Liberazione Anticipata: Quando un Nuovo Reato Annulla il Percorso Rieducativo
La liberazione anticipata rappresenta uno degli strumenti più importanti nel sistema penitenziario, pensato per incentivare la partecipazione del detenuto al percorso di rieducazione e reinserimento sociale. Tuttavia, la sua concessione non è automatica e dipende da una valutazione rigorosa della condotta. Una recente ordinanza della Corte di Cassazione ha ribadito un principio fondamentale: la commissione di un nuovo reato durante la detenzione è un ostacolo insormontabile per ottenere questo beneficio.
I Fatti di Causa
Il caso esaminato riguarda un detenuto che aveva richiesto la concessione della liberazione anticipata per il semestre di detenzione compreso tra il 29 luglio 2022 e il 29 gennaio 2023. La sua istanza era stata però respinta sia dal Magistrato che dal Tribunale di Sorveglianza.
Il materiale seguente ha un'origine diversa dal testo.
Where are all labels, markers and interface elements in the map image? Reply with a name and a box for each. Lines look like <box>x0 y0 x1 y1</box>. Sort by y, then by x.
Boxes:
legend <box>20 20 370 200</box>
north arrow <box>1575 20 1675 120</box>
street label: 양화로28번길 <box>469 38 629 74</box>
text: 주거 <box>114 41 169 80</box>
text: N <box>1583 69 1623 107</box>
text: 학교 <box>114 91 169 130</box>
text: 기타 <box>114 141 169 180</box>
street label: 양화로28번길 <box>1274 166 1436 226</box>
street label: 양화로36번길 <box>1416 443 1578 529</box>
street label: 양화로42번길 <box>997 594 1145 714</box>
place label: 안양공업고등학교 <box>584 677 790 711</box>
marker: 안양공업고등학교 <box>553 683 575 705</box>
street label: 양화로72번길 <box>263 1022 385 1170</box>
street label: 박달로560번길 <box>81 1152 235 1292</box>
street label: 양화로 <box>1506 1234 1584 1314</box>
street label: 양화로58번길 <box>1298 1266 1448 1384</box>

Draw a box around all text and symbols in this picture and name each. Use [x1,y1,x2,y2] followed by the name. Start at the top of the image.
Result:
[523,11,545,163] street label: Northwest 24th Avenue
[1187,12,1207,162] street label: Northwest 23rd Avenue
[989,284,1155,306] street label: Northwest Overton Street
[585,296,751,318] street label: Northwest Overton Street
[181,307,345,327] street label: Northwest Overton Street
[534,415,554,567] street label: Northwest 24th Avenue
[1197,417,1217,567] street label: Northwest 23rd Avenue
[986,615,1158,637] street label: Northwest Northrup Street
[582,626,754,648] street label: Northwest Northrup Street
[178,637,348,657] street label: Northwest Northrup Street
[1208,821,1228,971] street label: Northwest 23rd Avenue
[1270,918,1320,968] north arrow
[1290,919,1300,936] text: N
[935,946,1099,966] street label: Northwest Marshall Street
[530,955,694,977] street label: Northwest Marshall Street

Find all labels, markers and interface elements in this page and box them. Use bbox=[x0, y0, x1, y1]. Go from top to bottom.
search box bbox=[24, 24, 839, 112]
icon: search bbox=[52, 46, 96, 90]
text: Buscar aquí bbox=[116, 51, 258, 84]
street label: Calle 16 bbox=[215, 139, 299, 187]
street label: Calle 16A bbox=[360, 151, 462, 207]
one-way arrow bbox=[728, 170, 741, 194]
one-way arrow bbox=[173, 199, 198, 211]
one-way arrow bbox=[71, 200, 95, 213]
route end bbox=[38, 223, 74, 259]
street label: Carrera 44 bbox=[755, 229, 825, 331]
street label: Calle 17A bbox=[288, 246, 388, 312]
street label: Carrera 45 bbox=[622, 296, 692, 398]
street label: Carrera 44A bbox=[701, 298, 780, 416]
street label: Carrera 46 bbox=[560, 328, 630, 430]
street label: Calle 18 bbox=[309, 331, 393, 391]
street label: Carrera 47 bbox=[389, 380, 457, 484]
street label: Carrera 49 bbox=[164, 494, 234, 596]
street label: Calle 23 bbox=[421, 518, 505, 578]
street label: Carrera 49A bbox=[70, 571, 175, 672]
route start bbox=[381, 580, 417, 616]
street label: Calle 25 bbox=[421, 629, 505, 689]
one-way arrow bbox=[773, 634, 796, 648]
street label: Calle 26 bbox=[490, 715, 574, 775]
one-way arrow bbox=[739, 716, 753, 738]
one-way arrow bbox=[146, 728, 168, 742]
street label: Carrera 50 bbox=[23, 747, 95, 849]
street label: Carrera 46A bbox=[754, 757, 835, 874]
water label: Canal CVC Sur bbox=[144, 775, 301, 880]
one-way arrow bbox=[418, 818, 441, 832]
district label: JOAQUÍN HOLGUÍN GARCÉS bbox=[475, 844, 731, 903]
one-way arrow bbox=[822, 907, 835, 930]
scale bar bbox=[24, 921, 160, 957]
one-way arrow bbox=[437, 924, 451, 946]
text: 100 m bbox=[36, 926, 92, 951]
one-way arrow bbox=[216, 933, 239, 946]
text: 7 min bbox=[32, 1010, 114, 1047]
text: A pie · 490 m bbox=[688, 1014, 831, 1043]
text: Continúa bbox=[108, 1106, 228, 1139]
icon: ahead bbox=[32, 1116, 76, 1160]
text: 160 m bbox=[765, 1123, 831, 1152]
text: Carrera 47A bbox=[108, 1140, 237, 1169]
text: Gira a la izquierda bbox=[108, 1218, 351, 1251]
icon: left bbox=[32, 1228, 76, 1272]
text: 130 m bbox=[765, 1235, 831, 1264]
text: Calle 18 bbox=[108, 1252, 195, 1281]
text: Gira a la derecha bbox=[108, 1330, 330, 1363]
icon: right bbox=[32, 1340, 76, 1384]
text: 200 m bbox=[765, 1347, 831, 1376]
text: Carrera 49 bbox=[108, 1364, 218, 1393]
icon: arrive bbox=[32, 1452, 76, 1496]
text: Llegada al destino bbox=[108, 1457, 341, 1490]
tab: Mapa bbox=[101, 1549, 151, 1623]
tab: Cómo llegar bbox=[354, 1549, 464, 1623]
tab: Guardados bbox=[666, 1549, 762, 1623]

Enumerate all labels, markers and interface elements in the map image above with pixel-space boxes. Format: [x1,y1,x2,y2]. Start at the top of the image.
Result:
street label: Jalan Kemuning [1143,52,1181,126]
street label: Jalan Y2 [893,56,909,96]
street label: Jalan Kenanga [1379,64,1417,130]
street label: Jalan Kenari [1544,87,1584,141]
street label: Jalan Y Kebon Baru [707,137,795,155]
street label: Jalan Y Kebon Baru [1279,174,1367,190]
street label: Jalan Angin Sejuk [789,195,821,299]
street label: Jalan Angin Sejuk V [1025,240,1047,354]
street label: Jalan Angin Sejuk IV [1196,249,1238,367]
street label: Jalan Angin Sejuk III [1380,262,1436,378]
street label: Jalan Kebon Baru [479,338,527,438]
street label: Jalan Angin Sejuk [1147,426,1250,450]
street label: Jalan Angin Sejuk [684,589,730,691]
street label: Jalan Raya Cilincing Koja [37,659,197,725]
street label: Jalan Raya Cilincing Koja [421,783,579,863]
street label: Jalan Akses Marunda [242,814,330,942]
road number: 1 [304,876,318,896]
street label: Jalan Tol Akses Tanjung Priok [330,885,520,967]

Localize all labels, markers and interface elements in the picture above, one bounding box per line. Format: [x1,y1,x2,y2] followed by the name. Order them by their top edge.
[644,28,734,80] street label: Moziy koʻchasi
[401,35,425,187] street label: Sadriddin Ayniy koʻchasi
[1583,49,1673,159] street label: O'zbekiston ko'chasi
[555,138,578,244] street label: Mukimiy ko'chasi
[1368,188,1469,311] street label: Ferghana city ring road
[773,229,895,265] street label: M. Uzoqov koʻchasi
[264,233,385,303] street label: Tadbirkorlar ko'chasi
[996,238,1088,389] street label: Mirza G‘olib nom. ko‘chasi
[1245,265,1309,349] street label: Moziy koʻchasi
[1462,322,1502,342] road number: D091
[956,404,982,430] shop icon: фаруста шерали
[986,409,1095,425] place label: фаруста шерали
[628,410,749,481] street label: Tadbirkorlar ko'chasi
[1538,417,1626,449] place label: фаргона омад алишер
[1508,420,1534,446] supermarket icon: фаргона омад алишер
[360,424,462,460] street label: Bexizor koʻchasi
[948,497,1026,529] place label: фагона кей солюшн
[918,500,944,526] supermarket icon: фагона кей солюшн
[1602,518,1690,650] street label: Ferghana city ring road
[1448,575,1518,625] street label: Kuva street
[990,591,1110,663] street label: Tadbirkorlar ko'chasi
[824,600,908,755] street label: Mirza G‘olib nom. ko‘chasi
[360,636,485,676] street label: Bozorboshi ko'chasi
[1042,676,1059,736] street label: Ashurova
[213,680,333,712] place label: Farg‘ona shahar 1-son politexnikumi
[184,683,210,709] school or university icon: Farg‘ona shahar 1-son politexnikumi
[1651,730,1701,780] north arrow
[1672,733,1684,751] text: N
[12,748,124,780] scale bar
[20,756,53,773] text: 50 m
La ragione del diniego era chiara e grave: durante quel semestre, precisamente il 4 ottobre 2022, il detenuto era stato arrestato per una violazione della legge sugli stupefacenti. Secondo i giudici di merito, questo episodio dimostrava in modo inequivocabile la sua mancata adesione al programma rieducativo, requisito essenziale per la concessione del beneficio.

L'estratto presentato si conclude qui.